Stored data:
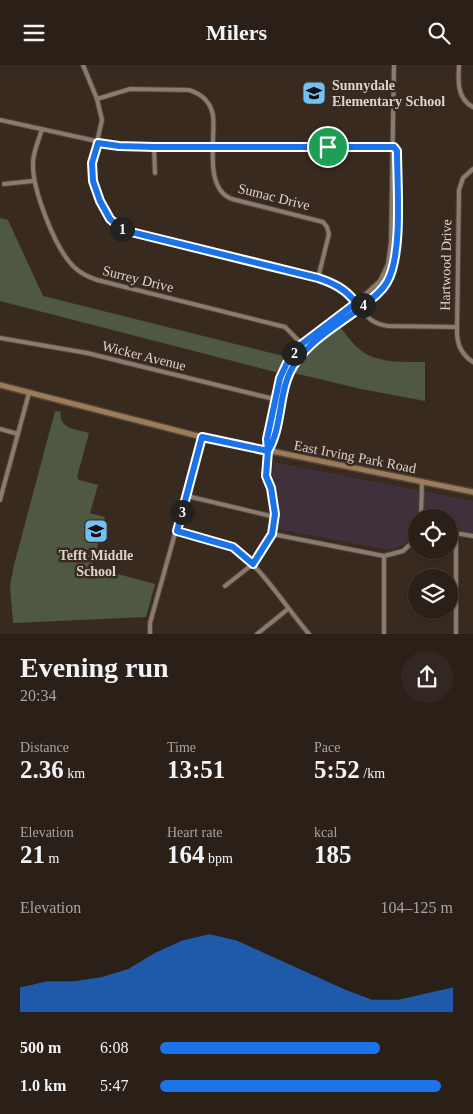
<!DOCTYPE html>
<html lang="en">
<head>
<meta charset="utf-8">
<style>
	:root { --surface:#2b2018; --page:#332821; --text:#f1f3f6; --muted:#a6a3a2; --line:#473e37; --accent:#1a73e8 }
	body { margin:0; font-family:Georgia,serif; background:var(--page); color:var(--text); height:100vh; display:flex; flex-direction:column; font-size:19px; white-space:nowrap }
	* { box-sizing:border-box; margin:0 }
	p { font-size:16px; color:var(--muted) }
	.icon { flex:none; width:28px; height:28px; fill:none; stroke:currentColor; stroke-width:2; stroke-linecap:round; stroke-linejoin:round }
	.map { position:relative; height:569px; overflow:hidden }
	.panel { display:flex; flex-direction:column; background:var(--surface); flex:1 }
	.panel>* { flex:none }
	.tools { position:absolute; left:408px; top:444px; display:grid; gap:10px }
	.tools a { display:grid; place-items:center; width:50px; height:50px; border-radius:50%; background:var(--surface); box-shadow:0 1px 4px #0004,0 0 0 1px var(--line); font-size:25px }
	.pin { position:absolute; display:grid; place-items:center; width:42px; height:42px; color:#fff; margin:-21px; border:2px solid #fff; border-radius:50%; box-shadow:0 1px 5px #0007 }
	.km { position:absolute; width:25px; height:25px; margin:-12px; border-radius:50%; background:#222; color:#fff; font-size:14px; line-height:25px; text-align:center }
	.round { display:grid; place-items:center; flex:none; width:52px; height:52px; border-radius:26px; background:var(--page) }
	.summary { display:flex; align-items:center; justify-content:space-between; height:85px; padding:0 20px }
	h1 { font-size:28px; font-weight:800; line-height:38px }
	.figures { display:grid; grid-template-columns:repeat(3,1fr); gap:8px; height:85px; padding:5px 20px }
	.figures div { display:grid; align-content:center }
	.figures b { font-size:25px; font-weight:800 }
	.figures small { font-size:14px; font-weight:400 }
	.figures p { font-size:14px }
	.chart { height:140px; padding:10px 20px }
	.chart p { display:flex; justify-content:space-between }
	.chart svg { width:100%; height:90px; margin-top:5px; fill:var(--accent); opacity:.7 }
	ul { padding:0 20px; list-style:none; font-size:16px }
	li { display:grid; grid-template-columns:80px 60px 1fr; align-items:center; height:38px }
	li i { height:12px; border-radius:6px; background:var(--accent) }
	header { display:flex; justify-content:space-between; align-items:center; height:65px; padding:0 20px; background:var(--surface); font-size:22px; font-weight:800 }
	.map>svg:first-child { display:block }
	.commercial { fill:#3f303c }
	.green { fill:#4f5843 }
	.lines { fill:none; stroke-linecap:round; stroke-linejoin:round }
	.minor-casing { stroke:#51453c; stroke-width:6 }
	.secondary-casing { stroke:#51453c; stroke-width:8 }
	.minor { stroke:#8b7a6e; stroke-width:4 }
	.secondary { stroke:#9d7b58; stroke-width:5 }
	.route-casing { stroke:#fff; stroke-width:10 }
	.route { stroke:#1a73e8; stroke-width:6 }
	.labels { text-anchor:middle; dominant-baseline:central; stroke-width:5; stroke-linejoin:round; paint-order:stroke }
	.poi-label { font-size:14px; font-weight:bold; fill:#ddd3cd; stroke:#392a20; text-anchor:start }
	.street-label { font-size:14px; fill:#ddd3cd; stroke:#392a20 }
</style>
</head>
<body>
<header><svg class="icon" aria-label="menu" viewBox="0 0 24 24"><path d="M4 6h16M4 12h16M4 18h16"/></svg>Milers<svg class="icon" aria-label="search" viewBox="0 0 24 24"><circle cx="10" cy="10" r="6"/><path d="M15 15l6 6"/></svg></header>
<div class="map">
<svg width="473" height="569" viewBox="0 0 473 569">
	<rect width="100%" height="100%" fill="#392a20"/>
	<polygon class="commercial" points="273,397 473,436 473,468 449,464 449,452 416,452 416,462 415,462 411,472 404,480 389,485 278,464 279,448 278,434 272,408"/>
	<g class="green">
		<polygon points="0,153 8,155 43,231 287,292 279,308 0,236"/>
		<path d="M340,262c8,10 16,22 28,28 17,8 38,7 57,7v39l-64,-12 -67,-16c11,-20 27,-32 46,-46z"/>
		<path d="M55,346l6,1c-3,17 15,17 28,21l-12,44 2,3 19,5 -8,28 15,4 -13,50 63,17 -9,33 -133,6 -3,-37 4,-21z"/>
	</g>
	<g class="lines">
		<g class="minor-casing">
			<g id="minor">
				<path d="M83,0l14,34 5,21 -10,43 1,18 7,20 10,18 13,11 208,52c7,4 14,9 20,15 14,14 15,26 37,29l69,1"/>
				<path d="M459,0c-1,16 -2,34 14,42"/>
				<path d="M97,34l33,-10 59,1c13,4 21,11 24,25 3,24 -10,73 19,84l91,23 4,5 2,7 -11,44"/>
				<polyline points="0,55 119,81 394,82"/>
				<path d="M42,64c-3,11 -9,23 -9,34 -1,26 22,85 40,103 7,7 15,11 24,14l188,47 22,22"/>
				<polyline points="154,82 155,108"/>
				<path d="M473,104l-10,9 -4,12 -2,142c0,13 5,23 16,30"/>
				<polyline points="4,119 33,116"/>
				<polyline points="0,273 87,288 282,336"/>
				<polyline points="0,364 18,369"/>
				<path d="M268,386c13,-22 11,-49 20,-73 12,-34 61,-61 88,-83 24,-23 21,-55 21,-85 0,-20 0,-39 0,-59l-3,-4"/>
				<polyline points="187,431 275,452"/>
				<polyline points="0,435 29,328"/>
				<polyline points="421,452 422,417"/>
				<path d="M177,466l56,16c28,20 53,60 76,87"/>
				<polyline points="449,467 473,471"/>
				<polyline points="272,469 384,491"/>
				<polyline points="225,521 253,499 272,469 275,449 271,423 266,411 268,386 267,374 278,318 284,304 302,279 356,238 380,216 388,199 391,177 394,0"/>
				<polyline points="150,569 150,558 202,372"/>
				<polyline points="257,569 288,544"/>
				<polyline points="384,569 384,491 403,486 416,474"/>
				<polyline points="456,569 456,468"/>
			</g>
		</g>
		<g class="secondary-casing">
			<polyline id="secondary" points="0,320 202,372 473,427"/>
		</g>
		<use href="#minor" class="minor"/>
		<use href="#secondary" class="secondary"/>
	</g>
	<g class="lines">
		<g class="route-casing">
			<path id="route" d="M328,82h-174l-35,-1 -21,-3 -6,20 1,18 7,20 10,18 13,11 195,48c15,5 28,11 38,25l-54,41 -15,19 -7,15 -13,61 1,12 -2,25 5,12 4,26 -3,20 -19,30 -20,-17 -56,-16 25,-94 66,14c16,-27 9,-63 28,-89 16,-23 42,-37 64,-54 9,-7 21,-15 27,-26 16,-27 10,-98 10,-131l-3,-4h-66"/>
		</g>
		<use href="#route" class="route"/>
	</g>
	<defs>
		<g id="school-square" transform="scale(1.25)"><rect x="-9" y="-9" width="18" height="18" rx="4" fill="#72c1f5" stroke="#392a20"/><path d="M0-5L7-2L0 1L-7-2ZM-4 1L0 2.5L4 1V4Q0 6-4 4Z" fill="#111"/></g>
	</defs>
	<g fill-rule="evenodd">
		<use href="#school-square" x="314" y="28"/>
		<use href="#school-square" x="96" y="466"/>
	</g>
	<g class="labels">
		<g class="poi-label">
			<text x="332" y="20">Sunnydale<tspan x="332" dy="16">Elementary School</tspan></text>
			<text x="96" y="490" text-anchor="middle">Tefft Middle<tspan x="96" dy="16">School</tspan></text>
		</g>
		<g class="street-label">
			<text transform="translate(274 132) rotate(14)">Sumac Drive</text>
			<text transform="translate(446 200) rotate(-89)">Hartwood Drive</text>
			<text transform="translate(138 214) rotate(14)">Surrey Drive</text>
			<text transform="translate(144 291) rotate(14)">Wicker Avenue</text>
			<text transform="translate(355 392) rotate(11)">East Irving Park Road</text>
		</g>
	</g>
</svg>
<div class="tools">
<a><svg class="icon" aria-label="locate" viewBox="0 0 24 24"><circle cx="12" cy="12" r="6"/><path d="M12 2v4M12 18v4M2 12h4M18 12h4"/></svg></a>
<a><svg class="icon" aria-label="layers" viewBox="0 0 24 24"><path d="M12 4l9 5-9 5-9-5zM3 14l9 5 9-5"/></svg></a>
</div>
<div class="pin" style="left:328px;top:82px;background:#1e9e55"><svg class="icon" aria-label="arrive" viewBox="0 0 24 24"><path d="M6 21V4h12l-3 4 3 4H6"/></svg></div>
<b class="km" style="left:122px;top:164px">1</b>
<b class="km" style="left:294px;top:288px">2</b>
<b class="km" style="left:182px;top:447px">3</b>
<b class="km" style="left:363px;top:240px">4</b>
</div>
<section class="panel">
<div class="summary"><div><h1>Evening run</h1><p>20:34</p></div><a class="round"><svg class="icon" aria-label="share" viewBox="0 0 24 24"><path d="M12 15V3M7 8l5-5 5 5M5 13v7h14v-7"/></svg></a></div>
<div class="figures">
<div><p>Distance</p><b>2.36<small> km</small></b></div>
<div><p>Time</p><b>13:51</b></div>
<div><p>Pace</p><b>5:52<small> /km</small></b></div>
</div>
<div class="figures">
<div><p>Elevation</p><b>21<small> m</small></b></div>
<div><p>Heart rate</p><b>164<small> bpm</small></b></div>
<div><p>kcal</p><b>185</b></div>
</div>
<div class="chart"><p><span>Elevation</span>104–125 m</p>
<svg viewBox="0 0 160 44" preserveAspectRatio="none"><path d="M0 44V32L10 29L20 29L30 27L40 23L50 15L60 9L70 6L80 9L90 15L100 21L110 27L120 33L130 38L140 38L150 35L160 32V44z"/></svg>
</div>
<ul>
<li><b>500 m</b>6:08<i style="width:75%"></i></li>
<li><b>1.0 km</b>5:47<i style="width:96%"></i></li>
</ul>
</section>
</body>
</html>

> [What you need to do]:
From the entries above, return each line with the word "Elevation" in it.

> [Exercise result]:
<div><p>Elevation</p><b>21<small> m</small></b></div>
<div class="chart"><p><span>Elevation</span>104–125 m</p>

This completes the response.